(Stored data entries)
================================

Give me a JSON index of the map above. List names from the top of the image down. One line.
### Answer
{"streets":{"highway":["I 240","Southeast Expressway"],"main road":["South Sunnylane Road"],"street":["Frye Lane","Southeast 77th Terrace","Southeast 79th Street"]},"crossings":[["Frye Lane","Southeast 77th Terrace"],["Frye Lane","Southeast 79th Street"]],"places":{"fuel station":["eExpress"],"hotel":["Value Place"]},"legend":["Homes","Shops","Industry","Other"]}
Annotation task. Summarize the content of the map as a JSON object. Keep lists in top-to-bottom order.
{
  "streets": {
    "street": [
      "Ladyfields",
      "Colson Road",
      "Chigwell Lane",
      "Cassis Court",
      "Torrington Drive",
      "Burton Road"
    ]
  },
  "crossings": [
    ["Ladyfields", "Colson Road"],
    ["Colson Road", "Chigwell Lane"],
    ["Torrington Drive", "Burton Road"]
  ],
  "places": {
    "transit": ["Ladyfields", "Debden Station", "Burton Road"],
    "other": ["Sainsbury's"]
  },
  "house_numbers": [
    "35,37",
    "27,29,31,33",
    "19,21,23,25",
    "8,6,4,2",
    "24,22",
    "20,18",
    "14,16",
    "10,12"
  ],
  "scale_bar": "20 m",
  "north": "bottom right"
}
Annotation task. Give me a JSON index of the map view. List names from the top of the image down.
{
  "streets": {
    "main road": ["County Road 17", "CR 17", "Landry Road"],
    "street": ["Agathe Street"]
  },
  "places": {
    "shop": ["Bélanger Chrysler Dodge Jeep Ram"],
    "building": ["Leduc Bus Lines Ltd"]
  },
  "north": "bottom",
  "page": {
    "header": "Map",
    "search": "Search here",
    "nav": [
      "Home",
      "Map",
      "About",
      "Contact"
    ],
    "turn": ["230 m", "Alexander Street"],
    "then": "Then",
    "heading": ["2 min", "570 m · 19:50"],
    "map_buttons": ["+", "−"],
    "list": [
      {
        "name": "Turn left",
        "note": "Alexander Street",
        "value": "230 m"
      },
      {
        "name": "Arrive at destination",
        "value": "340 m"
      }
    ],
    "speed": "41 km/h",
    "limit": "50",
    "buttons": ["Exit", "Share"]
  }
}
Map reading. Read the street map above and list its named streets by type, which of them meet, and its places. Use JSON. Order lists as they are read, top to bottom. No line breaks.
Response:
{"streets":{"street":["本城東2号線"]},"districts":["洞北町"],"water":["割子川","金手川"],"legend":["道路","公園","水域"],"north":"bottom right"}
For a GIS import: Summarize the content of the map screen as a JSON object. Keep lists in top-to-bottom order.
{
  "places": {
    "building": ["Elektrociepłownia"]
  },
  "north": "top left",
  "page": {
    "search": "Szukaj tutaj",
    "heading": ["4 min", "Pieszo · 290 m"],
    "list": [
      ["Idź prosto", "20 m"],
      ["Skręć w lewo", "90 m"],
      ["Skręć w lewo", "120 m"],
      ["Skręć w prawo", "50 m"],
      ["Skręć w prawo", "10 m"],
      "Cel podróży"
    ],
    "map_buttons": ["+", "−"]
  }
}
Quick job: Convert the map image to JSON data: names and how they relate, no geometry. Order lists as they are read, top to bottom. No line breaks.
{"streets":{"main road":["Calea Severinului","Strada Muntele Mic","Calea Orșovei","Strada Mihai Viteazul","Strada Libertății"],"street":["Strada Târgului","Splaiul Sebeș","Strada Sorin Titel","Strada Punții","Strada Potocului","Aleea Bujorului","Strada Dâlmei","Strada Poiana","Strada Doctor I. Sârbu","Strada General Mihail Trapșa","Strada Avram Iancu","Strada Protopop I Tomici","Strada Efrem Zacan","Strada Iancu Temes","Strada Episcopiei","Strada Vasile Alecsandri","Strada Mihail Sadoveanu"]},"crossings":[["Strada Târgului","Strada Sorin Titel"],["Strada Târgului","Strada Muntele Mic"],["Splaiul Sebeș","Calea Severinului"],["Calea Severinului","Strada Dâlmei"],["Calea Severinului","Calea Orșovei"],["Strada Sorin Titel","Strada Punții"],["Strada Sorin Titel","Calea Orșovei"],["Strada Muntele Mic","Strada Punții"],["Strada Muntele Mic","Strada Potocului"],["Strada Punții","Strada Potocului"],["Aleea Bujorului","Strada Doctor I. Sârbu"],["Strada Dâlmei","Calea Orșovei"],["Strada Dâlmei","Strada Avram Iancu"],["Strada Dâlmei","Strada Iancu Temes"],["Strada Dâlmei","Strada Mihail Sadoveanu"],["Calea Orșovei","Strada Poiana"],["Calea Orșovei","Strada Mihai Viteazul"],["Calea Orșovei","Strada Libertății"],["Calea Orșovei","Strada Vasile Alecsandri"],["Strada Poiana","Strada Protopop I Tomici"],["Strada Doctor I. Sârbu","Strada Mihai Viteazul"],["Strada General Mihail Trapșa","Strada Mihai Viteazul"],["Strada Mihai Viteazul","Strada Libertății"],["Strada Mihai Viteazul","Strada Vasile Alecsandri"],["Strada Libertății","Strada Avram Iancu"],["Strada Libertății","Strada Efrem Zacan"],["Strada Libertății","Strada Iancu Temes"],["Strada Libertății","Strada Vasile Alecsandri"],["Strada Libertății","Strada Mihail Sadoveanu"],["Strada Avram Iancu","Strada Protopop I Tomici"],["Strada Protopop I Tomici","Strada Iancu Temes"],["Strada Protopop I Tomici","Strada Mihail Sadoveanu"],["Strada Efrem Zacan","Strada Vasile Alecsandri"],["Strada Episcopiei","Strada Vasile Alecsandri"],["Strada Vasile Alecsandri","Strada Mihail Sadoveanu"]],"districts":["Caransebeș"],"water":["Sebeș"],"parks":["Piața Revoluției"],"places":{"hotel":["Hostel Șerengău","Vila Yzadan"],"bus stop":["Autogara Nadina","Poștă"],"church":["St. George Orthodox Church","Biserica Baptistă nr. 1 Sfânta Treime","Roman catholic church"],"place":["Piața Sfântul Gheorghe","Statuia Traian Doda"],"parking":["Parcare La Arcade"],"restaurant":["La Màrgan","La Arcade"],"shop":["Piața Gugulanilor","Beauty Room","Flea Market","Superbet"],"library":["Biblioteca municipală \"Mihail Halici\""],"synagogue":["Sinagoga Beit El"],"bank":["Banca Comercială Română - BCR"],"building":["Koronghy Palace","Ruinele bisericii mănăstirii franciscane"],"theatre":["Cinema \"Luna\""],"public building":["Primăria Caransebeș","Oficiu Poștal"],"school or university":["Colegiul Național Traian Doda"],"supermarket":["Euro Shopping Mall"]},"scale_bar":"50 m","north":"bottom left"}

================================

Exercise aim: Say how many lines of the data above include the word "Drive", and add nothing further.

Finished exercise: 2